Abstract: In this paper, we study the maximum spectral radius of outerplanar $3$-uniform hypergraphs. Given a hypergraph $\mathcal{H}$, the shadow of $\mathcal{H}$ is a graph $G$ with $V(G)= V(\mathcal{H})$ and $E(G) = {uv: uv \in h \textrm{ for some } h\in E(\mathcal{H})}$. A graph is \textit{outerplanar} if it can be embedded in the plane such that all its vertices lie on the outer face. A $3$-uniform hypergraph $\mathcal{H}$ is called \textit{outerplanar} if its shadow has an outerplanar embedding such that every hyperedge of $\mathcal{H}$ is the vertex set of an interior triangular face of the shadow.

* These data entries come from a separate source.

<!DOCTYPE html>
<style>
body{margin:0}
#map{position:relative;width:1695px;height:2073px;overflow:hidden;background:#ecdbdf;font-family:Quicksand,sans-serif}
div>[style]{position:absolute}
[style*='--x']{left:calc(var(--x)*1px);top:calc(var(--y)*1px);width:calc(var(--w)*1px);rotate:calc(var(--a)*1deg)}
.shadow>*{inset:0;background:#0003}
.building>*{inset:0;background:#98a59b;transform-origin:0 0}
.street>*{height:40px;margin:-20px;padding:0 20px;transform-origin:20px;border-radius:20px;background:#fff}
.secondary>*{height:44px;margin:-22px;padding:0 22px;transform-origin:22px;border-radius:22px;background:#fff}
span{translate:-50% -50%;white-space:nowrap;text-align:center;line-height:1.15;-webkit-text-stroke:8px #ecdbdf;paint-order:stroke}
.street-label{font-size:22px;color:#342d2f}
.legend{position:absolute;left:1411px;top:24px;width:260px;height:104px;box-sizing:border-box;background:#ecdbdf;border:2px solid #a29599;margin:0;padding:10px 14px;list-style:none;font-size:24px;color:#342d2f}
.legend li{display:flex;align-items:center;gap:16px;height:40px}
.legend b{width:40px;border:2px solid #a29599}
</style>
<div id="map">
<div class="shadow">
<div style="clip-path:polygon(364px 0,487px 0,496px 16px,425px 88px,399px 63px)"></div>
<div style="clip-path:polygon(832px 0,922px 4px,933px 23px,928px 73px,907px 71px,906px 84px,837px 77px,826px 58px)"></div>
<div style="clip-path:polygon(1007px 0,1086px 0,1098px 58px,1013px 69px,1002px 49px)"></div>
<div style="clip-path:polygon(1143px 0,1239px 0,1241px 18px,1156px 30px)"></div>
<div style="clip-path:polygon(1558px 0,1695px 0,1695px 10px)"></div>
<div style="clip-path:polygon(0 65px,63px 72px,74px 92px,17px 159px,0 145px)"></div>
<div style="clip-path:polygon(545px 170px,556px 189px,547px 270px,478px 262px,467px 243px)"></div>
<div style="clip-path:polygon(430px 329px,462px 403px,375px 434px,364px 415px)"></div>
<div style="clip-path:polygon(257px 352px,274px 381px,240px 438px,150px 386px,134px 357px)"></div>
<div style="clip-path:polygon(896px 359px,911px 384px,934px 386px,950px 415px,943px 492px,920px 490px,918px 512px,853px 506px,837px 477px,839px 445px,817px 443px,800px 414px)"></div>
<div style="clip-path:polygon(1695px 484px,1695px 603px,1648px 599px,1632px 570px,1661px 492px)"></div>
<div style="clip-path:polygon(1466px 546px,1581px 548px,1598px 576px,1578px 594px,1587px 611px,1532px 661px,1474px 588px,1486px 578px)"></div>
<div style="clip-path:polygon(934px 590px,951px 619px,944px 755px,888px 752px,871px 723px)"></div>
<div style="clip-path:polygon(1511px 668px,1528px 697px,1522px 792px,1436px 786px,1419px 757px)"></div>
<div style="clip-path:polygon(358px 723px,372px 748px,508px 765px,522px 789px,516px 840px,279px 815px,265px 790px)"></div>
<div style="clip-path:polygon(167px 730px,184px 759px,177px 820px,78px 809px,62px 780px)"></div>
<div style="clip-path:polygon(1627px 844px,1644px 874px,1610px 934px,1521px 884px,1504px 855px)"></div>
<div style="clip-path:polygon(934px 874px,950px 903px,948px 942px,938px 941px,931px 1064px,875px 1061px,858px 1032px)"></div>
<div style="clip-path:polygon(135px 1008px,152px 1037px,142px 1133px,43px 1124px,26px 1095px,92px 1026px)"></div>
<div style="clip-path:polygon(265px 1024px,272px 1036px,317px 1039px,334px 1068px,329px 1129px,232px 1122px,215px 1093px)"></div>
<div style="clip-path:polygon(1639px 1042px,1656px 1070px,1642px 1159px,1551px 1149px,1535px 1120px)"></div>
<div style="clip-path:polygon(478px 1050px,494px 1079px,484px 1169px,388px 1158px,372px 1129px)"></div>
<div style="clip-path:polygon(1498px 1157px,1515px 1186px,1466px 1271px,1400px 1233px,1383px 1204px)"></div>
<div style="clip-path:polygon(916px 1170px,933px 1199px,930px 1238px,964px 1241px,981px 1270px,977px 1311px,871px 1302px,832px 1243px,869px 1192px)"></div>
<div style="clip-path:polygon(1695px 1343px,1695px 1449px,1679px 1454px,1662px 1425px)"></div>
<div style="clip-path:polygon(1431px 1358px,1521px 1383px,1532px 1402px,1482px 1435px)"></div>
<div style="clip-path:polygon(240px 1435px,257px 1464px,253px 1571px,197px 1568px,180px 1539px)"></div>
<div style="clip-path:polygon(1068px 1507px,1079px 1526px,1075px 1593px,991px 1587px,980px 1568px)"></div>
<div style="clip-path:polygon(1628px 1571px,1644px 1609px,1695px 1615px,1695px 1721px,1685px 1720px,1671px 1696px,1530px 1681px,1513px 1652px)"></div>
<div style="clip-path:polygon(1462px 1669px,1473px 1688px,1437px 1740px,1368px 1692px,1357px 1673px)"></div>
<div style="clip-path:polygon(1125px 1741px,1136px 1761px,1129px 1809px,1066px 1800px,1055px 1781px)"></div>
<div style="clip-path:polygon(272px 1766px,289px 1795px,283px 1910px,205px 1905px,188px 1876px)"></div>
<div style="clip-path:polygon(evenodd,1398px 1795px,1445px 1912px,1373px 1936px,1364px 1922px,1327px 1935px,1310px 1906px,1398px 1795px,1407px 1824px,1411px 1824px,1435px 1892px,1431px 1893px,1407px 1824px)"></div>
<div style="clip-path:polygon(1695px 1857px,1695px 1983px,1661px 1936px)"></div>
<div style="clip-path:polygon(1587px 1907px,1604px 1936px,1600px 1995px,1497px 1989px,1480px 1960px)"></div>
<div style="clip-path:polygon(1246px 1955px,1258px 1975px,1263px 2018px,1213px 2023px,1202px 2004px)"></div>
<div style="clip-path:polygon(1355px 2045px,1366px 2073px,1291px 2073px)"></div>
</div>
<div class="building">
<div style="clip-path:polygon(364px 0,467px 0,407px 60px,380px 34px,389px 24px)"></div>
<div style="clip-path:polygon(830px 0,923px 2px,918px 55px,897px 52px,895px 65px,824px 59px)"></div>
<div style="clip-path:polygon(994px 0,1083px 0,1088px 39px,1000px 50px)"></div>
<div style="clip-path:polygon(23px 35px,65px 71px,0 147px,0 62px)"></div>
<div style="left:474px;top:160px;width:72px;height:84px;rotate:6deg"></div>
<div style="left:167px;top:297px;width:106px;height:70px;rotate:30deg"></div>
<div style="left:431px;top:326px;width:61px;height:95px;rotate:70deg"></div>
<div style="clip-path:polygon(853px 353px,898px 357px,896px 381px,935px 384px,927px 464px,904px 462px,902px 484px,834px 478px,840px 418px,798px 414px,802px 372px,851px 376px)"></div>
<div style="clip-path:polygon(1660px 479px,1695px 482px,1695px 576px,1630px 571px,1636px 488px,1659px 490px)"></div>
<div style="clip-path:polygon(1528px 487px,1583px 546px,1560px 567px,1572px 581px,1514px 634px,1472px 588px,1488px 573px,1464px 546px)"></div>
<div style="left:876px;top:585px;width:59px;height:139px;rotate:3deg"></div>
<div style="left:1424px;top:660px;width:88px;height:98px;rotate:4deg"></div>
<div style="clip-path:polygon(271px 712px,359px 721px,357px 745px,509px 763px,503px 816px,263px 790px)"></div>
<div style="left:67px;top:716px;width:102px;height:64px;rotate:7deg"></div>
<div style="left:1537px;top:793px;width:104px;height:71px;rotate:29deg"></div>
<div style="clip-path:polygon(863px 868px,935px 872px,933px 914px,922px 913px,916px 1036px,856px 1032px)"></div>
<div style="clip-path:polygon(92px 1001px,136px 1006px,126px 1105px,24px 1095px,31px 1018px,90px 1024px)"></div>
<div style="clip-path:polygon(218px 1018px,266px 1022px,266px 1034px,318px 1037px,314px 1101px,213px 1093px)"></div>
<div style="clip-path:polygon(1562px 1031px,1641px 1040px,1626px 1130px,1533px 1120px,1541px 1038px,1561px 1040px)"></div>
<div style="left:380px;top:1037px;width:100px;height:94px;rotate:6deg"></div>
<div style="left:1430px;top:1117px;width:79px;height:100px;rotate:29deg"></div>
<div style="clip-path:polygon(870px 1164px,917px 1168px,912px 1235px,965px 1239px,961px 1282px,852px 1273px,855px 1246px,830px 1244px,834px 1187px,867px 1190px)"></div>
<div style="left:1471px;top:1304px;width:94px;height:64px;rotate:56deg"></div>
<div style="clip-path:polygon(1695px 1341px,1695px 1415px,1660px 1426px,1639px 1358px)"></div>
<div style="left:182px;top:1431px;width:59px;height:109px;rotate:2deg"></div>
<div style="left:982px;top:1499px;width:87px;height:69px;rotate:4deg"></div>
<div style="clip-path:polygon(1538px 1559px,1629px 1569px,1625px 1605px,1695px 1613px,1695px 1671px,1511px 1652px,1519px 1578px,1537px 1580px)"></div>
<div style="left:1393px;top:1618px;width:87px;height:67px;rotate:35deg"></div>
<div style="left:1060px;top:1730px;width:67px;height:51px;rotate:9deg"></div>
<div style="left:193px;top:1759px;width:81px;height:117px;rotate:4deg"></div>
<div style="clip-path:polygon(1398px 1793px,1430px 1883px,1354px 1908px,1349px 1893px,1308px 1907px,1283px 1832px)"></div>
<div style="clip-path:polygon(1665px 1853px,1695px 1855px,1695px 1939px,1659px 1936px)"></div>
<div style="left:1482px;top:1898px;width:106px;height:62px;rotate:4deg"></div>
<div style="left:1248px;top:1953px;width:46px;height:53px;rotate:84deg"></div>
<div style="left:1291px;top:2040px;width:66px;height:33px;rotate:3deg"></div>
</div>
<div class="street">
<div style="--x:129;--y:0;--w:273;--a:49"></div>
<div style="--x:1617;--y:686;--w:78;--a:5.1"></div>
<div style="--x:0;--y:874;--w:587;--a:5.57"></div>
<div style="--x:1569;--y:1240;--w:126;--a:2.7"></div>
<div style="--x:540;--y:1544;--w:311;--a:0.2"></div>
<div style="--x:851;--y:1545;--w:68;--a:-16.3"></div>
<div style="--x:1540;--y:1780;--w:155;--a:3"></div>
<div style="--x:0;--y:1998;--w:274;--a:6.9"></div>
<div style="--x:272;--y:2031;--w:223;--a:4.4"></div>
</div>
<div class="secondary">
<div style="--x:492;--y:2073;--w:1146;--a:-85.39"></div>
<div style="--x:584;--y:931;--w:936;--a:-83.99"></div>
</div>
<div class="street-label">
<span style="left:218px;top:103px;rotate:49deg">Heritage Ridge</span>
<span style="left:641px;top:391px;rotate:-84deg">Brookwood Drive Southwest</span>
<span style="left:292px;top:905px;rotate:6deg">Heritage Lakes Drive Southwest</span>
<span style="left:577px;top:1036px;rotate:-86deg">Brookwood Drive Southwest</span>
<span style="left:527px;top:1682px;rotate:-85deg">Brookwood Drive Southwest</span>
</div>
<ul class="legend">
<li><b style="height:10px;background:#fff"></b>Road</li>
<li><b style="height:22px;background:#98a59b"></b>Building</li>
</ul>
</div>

Cvetkovi\'c and Rowlinson conjectured in 1990 that among all outerplanar graphs on $n$ vertices, the graph $K_1+ P_{n-1}$ attains the maximum spectral radius. We show a hypergraph analogue of the Cvetkovi\'c-Rowlinson conjecture. In particular, we show that for sufficiently large $n$, the $n$-vertex outerplanar $3$-uniform hypergraph of maximum spectral radius is the unique $3$-uniform hypergraph whose shadow is $K_1 + P_{n-1}$.